Akan tetapi, keberatan Titi ini dibantah oleh Stafsus Mensesneg, Faldo Maldini, menyatakan bahwa keberadaan Poengky Indarty di tim seleksi calon anggota KPU-Bawaslu ini merupakan perwakilan tokoh masyarakat. Pembelaan Faldo menyatakan bahwa Poengky Indarty, adalah seorang aktivis dan praktisi hukum mumpuni, yang merupakan perwakilan tokoh masyarakat yang sedang aktif menjabat di Kompolnas,
Polemik ini menjadi perhatian Indonesianis yang juga mantan Komisioner Kompolnas periode 2016-2020 Andrea H Poeloengan yang menilai perlu adanya dialog terkait hal ini.
“Polemik yang juga merupakan pertentangan yang terjadi ‘sejak awal’ seperti ini bisa menjadi sumber penyebab yang kurang baik bagi penyelenggaraan Pemilu di Indonesia. Dari awal sudah ada “friksi”. Maka, awalilah penyelesaian perbedaan ini dengan dialog. Dialog diyakini akan mempertemukan kepentingan yang berbeda dan saling memahami harapan dan kekhawatiran satu dengan lainnya,” ujar Andrea kepada wartawan.
Salah satu yang menjadi sorotan publik dan para aktiivis adalah terkait penunjukkan anggota Kompolnas Poengky Indarti yang disebut mewakili tokoh masyarakat. Andrea menilai saat ini status Poengky bagian dari penyelenggara pemerintah, sehingga segala hal dan kewajiban sebagai bagian pemerintah melekat di Poengky.
“Posisi Poengky walaupun wakil masyarakat dalam Kompolnas akan tetapi sejak Agustus 2020 sudah diangkat ke dua kalinya oleh Presiden sebagai Anggota Kompolnas. Poengky merupakan kolega yang kolektif kolegial dari Menkopolhukam, Mendagri dan Menkumham, bersama dua tokoh masyarakat serta tiga pakar kepolisian,” jelas Andrea.

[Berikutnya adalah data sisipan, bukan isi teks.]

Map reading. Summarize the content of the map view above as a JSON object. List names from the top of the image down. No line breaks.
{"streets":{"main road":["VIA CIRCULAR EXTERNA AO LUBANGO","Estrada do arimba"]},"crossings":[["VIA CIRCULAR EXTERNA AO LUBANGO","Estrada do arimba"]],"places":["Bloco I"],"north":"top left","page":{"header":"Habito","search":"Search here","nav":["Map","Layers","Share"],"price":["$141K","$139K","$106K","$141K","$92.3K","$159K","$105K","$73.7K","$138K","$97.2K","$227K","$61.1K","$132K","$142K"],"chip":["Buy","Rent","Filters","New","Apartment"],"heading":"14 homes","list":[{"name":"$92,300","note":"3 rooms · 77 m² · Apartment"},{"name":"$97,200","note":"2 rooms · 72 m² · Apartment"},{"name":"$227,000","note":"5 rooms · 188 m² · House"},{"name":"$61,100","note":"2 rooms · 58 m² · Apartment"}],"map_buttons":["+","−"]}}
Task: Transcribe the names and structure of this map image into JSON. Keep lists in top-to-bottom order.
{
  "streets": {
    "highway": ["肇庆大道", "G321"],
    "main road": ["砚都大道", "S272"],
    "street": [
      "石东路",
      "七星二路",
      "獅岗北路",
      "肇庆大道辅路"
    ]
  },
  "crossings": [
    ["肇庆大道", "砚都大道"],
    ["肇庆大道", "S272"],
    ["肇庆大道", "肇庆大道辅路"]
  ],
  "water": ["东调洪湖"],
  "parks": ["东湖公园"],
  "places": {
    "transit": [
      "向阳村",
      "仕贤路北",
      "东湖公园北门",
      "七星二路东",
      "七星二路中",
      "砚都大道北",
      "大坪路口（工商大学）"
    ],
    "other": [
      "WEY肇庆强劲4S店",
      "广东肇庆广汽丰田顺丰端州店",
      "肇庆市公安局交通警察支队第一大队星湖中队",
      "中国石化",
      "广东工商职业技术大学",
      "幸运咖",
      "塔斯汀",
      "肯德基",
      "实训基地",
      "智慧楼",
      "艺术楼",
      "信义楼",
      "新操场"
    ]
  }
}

Lebih lanjut, “Maka juridis normatif, saat ini Poengky adalah bagian dari penyelenggara pemerintahan. Segala hak dan kewajiban sebagai bagian dari penyelenggara pemerintahan melekat pada Poengky, temasuk melaporkan secara rutin LHKPN (Laporan Harta Kekayaan Penyelenggara Negara). Anggota Kompolnas merupakan bagian dari “delegasi” kewenangan Presiden yang terkait dengan Kebijakan Strategis dan Pengawasan Fungsional Polri,” kata Andrea.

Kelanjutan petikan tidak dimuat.